When creating an account in JumpCloud, an activation email can be sent to an alternate email address. Alternatively, admins can set a temporary password during creation.
To send an activation email to an alternate email address:
- Add the new user to JumpCloud.
- Bind the user to the Microsoft 365 directory.
- Leave Specify initial password unchecked.
- After saving the user, you will be prompted to send the activation email.
- The user will click the link in the activation email that was sent to the address you provided in step 1b and set their password.
- The user logs in to the JumpCloud User Portal with the password they set in step 2.
- Account synchronization is complete.
To set a temporary password for the user during creation:
- Log in the JumpCloud Admin Portal.
- Go to User Management > Users.
- Click ( + ), then select Manual user entry.
- Specify details for the user, making sure to set the following attributes as follows:
- The Company Email address you specify for the user is on the domain of the Microsoft 365 directory you want to provision the user to.
- For Password Settings, select Specify initial password, and then specify the user’s initial password.
- Select the Directories tab, then select the Microsoft 365 directory that matches the Company Email address you specified for the user.
- Click save user. The user’s account, including the initial password you set, are provisioned to Microsoft 365. It may take up to 60 seconds for the user account to be created in Microsoft.

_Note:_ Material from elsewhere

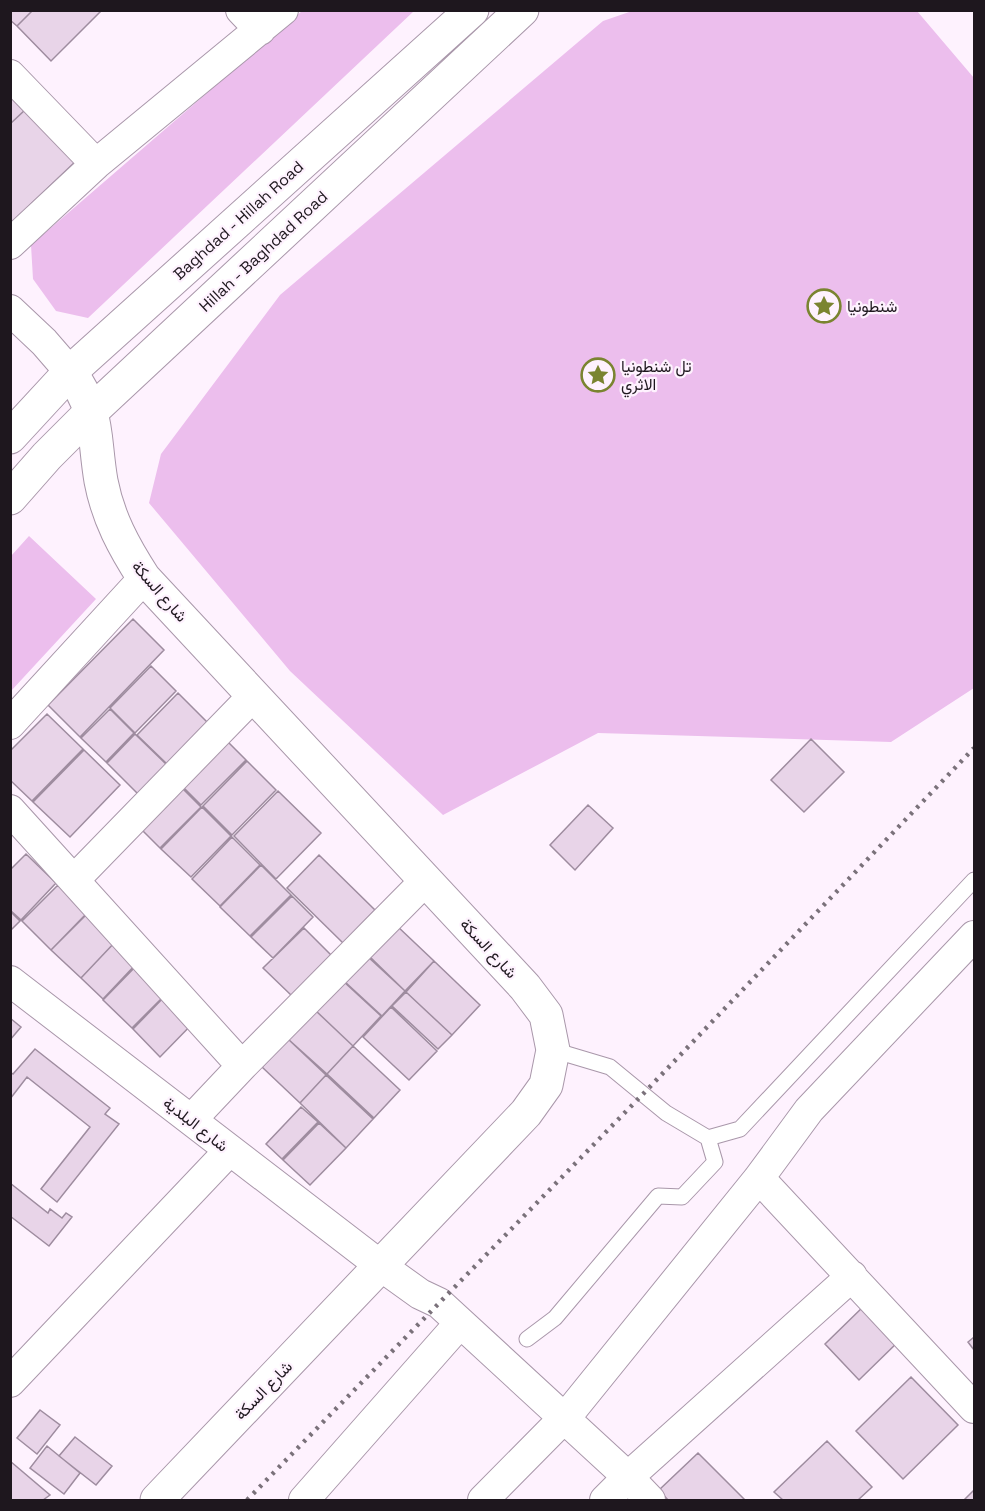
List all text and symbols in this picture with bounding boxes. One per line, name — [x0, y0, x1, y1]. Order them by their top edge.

When you go to your Microsoft 365 administrator dashboard, you'll see the new user in the user's list. You can now manage licensing and permissions for the user from Microsoft. Keep in mind that it may take up to a minute for Microsoft 365 to create the account.
User Flows
After you connect a user to a Microsoft 365 directory, the flow differs slightly for staged and active users:
Staged User Flow
- Staged user without a password: After you bind a staged user without a password to an external directory and then change their user state to active, you can choose to send the user an Activation email that tells them how to register their account. After the user registers their account, creates an account password, and logs in to their JumpCloud User Portal, their password is synced to the directories they’re associated with.
- Staged user with a password: After you bind a staged user with a password to an external directory and then change their user state to active, you can choose to send the user a Welcome email that tells them to log in to the User Portal. After they log in to their JumpCloud User Portal, their password is synced to the directories they’re associated with.
- Staged user access in M365: When binding a Staged user to M365, if JumpCloud does not find an existing M365 user to sync, the user will be created in an Active state with a randomized password. This will allow the user account to receive emails, but no login will be possible. However, if JumpCloud finds that the user already exists in M365, JumpCloud will NOT dispatch a password. This means the user may continue to login to their existing M365 account if it already exists. In either case, once the user logs in to JumpCloud’s User Portal for the first time, the password will be synced to M365.
Active User Flow
- Active user with a password: After you bind an active user with a password to an external directory, the user receives an email that informs them about that directory to which they’ve been added, and notifies them to synchronize their password by logging into their JumpCloud User Portal. When the user logs in, they see a modal informing them that their password has been updated.
- Active user without a password: After you bind an active user without a password to an external directory, the user’s password will be synchronized once a password is set by you or the user, and the user logs in to their JumpCloud User Portal.